Anche in Italia, con la guida di Lorenzo Montagna, Yahoo! cresce oltre le previsioni con un balzo del 19% sul 2008. Una nuova alba, si direbbe, per un'azienda che colpita dalla crisi mondiale era stata costretta a ridurre il personale del 5%, con la cessazione di alcune attività.
Su cosa si basa questo nuovo ottimismo? Di sicuro sul lancio della nuova homepage (la versione italiana arriverà prima di Natale) molto semplice e intuitiva, alleggerita graficamente, velocissima nelle ricerche. Sembra un ritorno alla prima directory primitiva che, quasi per hobby, due geniali studenti della Stanford University, Jerry Yang e David Filo, fondarono nel 1994.
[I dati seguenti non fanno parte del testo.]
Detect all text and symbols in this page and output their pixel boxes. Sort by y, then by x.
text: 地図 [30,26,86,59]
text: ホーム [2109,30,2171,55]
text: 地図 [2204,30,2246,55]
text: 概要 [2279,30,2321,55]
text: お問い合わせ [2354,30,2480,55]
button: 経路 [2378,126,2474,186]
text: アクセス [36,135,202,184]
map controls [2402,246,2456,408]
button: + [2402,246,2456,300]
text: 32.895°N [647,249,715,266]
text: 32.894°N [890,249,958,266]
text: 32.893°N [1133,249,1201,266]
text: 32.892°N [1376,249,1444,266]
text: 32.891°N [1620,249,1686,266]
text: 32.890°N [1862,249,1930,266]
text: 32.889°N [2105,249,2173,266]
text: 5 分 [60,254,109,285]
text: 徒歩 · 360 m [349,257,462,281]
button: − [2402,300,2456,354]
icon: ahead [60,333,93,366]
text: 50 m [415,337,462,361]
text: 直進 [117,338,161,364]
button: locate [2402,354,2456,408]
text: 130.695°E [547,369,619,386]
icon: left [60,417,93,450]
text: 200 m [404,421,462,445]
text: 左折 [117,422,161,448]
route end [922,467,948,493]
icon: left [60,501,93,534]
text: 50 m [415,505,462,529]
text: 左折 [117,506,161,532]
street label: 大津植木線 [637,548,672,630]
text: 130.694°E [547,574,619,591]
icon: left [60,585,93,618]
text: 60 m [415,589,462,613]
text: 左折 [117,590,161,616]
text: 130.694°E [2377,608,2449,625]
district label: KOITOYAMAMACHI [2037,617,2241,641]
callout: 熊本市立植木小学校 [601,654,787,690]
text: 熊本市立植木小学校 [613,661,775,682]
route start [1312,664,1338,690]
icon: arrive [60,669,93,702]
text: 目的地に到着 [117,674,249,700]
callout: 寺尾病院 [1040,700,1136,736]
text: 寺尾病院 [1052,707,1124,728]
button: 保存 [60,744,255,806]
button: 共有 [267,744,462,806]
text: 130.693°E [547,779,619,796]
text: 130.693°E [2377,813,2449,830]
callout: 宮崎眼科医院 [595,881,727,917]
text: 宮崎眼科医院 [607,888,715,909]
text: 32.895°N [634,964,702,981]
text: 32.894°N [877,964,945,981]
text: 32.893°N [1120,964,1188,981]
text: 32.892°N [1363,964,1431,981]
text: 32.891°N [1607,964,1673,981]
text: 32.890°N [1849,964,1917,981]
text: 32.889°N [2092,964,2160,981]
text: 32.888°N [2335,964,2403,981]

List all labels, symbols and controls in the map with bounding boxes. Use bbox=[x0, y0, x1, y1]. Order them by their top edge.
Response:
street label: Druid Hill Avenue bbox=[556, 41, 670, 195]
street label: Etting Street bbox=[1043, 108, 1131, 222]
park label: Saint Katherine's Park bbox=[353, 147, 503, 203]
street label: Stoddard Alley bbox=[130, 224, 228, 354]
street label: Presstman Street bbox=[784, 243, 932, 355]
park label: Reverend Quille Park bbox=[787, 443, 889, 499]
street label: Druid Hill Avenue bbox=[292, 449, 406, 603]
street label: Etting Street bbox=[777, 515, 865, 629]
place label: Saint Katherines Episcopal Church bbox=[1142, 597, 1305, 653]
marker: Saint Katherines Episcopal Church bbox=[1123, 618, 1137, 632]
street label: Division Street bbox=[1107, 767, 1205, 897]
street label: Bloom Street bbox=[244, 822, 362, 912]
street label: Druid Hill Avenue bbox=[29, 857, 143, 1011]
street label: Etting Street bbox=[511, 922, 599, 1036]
Back to basic quindi? "Beh non proprio" dice Riley "l'utente di Internet in questi ultimi 15 anni è diventato molto più sofisticato e la nuova homepage risponde a queste esigenze di semplicità, velocità e interrelazioni continue fra i contenuti. E' un'ottima palestra per il multitasking ricchissima di musica e video".
Il secondo motivo di ottimismo arriva dalle parole pronunciate a fine ottobre dal numero uno di Yahoo! Carol Bartz: "Triplicheremo il nostro margine operativo nei prossimi tre anni, tra il 15 e il 20% entro il 2012".
"La forza di Yahoo!" continua Riley "è che riesce a offrire agli inserzionisti pubblicitari una quantità enorme di contatti in maniera semplice: oltre al nostro portale vendiamo anche spazi su altre grosse community come ad esempio Bebo in Inghilterra".
Com'è noto, l'accordo commerciale con Microsoft -che come dicono i big delle due società "sarà un'ottima cosa per gli utenti, gli inserzionisti di pubblicità e gli editori" è stato rimandato di recente per gestire al meglio un patto che darà i suoi frutti nell'arco di un decennio, anni che si annunciano esplosivi
per la crescita del web e della sua pubblicità.